From the line containing "Input: one rendered" through the last line of the entries, set down every line exactly and add nothing.

====

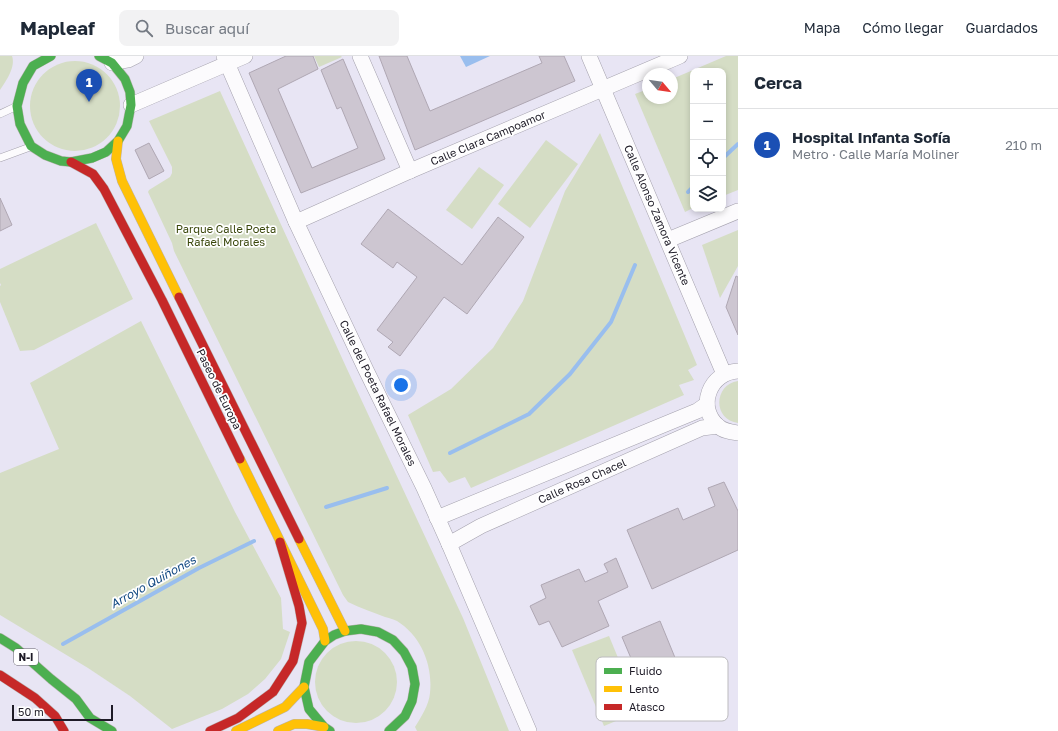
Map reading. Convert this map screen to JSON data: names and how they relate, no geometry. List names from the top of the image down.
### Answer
{
  "streets": {
    "main road": ["Paseo de Europa", "N-I"],
    "street": [
      "Calle Clara Campoamor",
      "Calle Alonso Zamora Vicente",
      "Calle del Poeta Rafael Morales",
      "Calle Rosa Chacel"
    ]
  },
  "crossings": [
    ["Calle Clara Campoamor", "Calle Alonso Zamora Vicente"],
    ["Calle Clara Campoamor", "Calle del Poeta Rafael Morales"],
    ["Calle del Poeta Rafael Morales", "Calle Rosa Chacel"]
  ],
  "water": ["Arroyo Quiñones"],
  "parks": ["Parque Calle Poeta Rafael Morales"],
  "legend": ["Fluido", "Lento", "Atasco"],
  "scale_bar": "50 m",
  "north": "bottom right",
  "page": {
    "header": "Mapleaf",
    "search": "Buscar aquí",
    "nav": ["Mapa", "Cómo llegar", "Guardados"],
    "heading": "Cerca",
    "map_buttons": ["+", "−"],
    "pins": "1",
    "list": [
      {
        "mark": "1",
        "name": "Hospital Infanta Sofía",
        "note": "Metro · Calle María Moliner",
        "value": "210 m"
      }
    ],
    "scale": "50 m"
  }
}
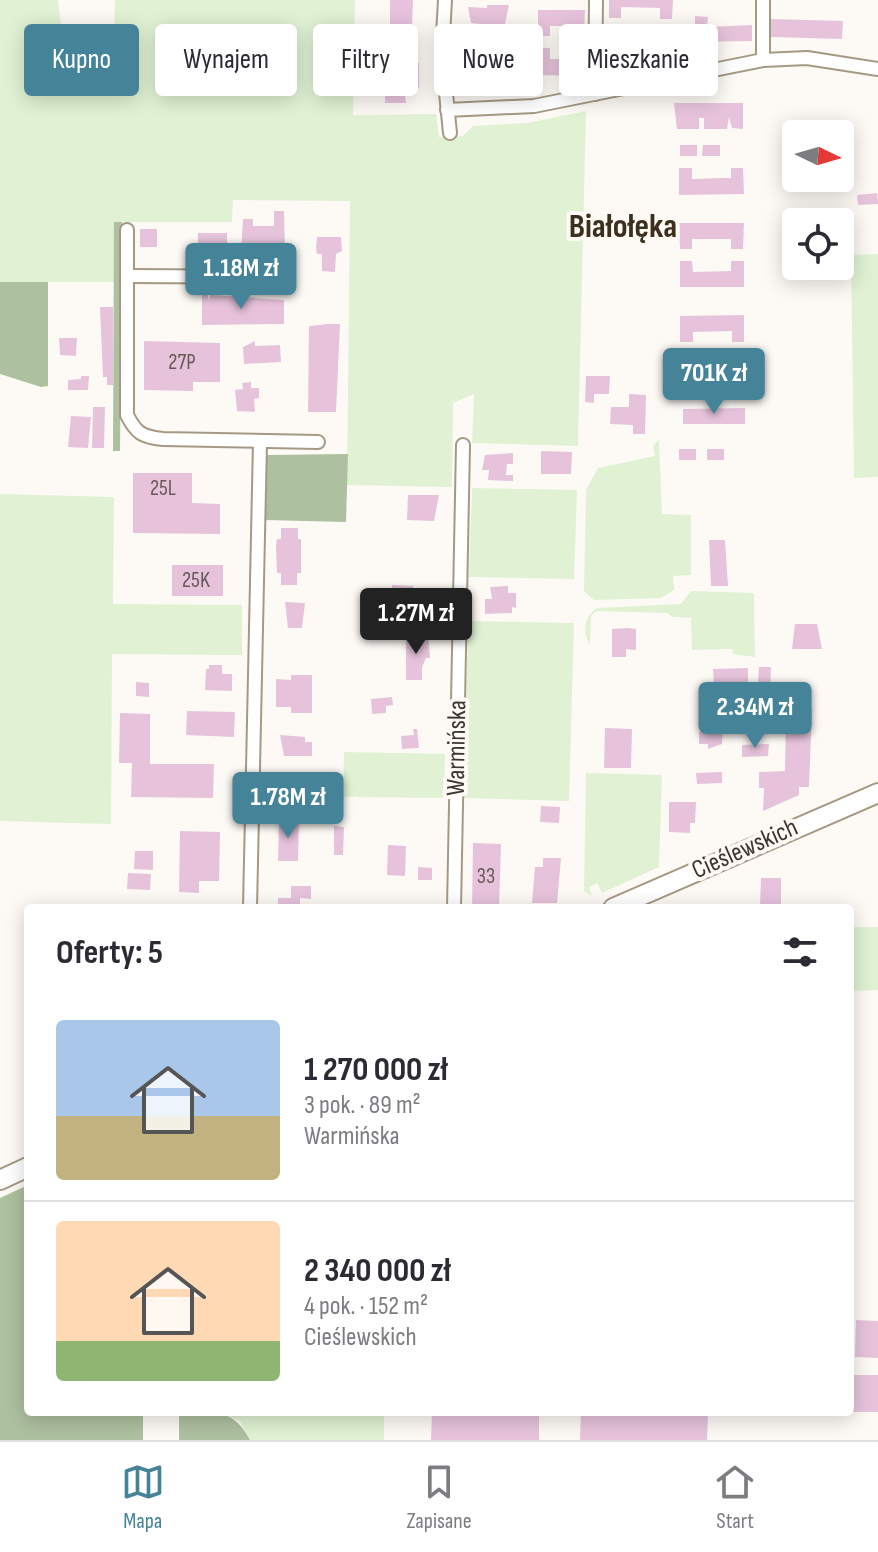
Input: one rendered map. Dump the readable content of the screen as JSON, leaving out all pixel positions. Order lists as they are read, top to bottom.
{
  "streets": {
    "street": ["Warmińska", "Cieślewskich"]
  },
  "districts": ["Białołęka"],
  "house_numbers": [
    "27P",
    "25L",
    "25K",
    "33"
  ],
  "north": "right",
  "page": {
    "chip": [
      "Kupno",
      "Wynajem",
      "Filtry",
      "Nowe",
      "Mieszkanie"
    ],
    "price": [
      "1.18M zł",
      "701K zł",
      "1.27M zł",
      "2.34M zł",
      "1.78M zł"
    ],
    "heading": "Oferty: 5",
    "list": [
      {
        "name": "1 270 000 zł",
        "note": "3 pok. · 89 m² · Warmińska"
      },
      {
        "name": "2 340 000 zł",
        "note": "4 pok. · 152 m² · Cieślewskich"
      }
    ],
    "tabs": ["Mapa", "Zapisane", "Start"]
  }
}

====

Expected answer:
Input: one rendered map. Dump the readable content of the screen as JSON, leaving out all pixel positions. Order lists as they are read, top to bottom.
{
  "streets": {
    "street": ["Warmińska", "Cieślewskich"]
  },
  "districts": ["Białołęka"],
  "house_numbers": [
    "27P",
    "25L",
    "25K",
    "33"
  ],
  "north": "right",
  "page": {
    "chip": [
      "Kupno",
      "Wynajem",
      "Filtry",
      "Nowe",
      "Mieszkanie"
    ],
    "price": [
      "1.18M zł",
      "701K zł",
      "1.27M zł",
      "2.34M zł",
      "1.78M zł"
    ],
    "heading": "Oferty: 5",
    "list": [
      {
        "name": "1 270 000 zł",
        "note": "3 pok. · 89 m² · Warmińska"
      },
      {
        "name": "2 340 000 zł",
        "note": "4 pok. · 152 m² · Cieślewskich"
      }
    ],
    "tabs": ["Mapa", "Zapisane", "Start"]
  }
}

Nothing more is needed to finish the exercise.